── Excerpted records
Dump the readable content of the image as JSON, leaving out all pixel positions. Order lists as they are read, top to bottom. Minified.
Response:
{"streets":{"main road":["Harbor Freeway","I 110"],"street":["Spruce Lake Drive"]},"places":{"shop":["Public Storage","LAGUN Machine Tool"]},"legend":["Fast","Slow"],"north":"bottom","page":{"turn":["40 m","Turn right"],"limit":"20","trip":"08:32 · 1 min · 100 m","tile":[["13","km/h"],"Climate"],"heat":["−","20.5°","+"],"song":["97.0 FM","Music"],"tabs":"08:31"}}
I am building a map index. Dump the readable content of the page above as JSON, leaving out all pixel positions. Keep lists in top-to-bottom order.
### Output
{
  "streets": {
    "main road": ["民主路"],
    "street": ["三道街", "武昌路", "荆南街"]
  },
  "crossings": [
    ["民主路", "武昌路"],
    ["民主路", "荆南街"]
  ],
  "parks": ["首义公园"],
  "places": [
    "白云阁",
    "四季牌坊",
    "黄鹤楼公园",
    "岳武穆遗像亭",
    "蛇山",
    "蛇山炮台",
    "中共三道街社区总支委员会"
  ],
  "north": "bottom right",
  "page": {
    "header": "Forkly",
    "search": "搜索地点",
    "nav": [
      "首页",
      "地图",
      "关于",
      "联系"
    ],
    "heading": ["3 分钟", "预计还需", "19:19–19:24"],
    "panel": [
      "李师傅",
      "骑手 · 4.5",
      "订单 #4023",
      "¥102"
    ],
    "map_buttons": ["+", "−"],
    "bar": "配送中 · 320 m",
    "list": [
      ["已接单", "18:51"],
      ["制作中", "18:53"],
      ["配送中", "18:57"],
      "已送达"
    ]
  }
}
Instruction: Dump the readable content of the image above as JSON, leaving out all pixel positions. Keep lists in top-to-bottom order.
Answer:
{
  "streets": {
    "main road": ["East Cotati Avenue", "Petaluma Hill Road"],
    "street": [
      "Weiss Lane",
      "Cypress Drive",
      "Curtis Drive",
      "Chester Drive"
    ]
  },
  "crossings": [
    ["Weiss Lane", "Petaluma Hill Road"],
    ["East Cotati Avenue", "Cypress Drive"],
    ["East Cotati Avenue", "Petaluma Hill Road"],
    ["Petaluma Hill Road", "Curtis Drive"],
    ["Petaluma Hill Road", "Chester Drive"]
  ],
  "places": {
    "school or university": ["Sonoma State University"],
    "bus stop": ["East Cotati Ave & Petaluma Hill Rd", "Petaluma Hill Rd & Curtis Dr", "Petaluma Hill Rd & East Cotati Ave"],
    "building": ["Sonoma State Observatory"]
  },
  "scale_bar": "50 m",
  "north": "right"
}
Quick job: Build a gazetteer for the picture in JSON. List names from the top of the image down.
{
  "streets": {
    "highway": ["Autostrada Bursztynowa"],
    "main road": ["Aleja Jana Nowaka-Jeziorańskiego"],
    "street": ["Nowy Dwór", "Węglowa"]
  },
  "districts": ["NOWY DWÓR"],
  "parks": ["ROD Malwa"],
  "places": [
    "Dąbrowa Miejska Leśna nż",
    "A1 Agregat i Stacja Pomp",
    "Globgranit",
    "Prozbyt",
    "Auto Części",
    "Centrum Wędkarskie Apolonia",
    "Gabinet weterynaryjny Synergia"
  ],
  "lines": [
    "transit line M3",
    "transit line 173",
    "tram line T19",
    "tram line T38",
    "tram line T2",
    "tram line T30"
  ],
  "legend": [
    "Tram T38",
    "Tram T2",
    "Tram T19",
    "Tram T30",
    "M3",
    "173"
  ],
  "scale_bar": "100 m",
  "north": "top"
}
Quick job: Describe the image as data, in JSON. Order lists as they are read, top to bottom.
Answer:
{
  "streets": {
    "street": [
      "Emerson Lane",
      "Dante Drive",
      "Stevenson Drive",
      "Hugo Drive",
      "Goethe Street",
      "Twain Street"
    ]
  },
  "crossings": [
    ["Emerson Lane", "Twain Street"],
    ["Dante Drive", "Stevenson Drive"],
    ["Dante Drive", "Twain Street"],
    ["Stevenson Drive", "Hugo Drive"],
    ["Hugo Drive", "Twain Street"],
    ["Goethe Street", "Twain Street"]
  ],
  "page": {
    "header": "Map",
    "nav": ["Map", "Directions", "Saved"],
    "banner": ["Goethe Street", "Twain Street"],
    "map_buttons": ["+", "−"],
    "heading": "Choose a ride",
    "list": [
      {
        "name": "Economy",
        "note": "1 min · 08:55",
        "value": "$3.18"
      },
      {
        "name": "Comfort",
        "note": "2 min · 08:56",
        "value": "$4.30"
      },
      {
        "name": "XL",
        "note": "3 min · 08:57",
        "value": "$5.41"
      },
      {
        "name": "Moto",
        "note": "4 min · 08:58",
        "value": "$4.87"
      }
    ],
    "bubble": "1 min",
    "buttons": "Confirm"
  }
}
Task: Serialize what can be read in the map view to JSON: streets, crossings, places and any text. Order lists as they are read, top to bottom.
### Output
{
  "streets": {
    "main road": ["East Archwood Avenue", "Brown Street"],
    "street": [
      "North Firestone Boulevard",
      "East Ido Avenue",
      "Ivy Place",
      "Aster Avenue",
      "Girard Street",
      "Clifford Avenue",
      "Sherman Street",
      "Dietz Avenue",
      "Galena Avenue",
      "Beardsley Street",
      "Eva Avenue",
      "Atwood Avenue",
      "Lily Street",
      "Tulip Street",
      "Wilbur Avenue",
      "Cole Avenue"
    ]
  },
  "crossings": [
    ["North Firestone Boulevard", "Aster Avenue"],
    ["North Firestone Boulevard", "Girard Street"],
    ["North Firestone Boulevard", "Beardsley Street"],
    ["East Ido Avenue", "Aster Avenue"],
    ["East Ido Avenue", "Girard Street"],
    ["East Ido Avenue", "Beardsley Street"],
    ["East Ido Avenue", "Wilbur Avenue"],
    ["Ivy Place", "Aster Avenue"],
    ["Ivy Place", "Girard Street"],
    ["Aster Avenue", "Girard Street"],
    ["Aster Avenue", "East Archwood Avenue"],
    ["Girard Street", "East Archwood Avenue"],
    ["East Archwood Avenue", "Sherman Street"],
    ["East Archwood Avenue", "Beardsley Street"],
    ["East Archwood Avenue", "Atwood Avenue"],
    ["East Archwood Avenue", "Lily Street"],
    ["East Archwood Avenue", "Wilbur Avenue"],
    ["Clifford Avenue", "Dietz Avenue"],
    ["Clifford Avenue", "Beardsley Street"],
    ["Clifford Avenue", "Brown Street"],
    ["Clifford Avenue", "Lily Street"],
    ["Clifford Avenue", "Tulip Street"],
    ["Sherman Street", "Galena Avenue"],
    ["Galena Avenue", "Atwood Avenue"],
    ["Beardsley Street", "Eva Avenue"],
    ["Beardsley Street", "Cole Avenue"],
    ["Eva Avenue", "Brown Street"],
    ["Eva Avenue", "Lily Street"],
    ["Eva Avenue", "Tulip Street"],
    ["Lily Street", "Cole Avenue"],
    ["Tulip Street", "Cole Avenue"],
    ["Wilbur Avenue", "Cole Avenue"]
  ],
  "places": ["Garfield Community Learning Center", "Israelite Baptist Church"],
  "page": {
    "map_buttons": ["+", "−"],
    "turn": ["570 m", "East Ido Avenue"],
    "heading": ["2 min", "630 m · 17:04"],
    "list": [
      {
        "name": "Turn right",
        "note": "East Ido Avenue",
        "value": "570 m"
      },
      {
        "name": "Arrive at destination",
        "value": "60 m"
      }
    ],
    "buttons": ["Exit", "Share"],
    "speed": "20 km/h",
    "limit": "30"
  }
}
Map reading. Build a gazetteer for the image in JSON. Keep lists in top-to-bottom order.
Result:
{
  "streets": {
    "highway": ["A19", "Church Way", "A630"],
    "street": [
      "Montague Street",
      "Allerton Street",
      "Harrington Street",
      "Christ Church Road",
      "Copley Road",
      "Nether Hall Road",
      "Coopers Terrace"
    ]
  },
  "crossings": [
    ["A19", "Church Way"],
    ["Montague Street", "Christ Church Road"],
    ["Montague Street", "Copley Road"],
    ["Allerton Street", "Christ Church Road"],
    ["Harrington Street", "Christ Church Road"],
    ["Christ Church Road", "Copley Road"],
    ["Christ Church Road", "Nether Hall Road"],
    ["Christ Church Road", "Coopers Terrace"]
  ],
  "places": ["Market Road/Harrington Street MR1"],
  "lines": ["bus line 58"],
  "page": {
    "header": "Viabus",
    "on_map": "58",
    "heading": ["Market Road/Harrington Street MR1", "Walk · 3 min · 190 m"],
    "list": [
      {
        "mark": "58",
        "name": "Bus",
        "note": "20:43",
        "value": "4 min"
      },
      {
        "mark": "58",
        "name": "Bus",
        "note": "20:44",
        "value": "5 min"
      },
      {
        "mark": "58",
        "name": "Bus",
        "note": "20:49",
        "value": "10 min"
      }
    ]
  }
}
────
* **The problem**:
Go through the entries and copy every line that has "Hall".

* **Answer to this exercise**:
      "Nether Hall Road",
    ["Christ Church Road", "Nether Hall Road"],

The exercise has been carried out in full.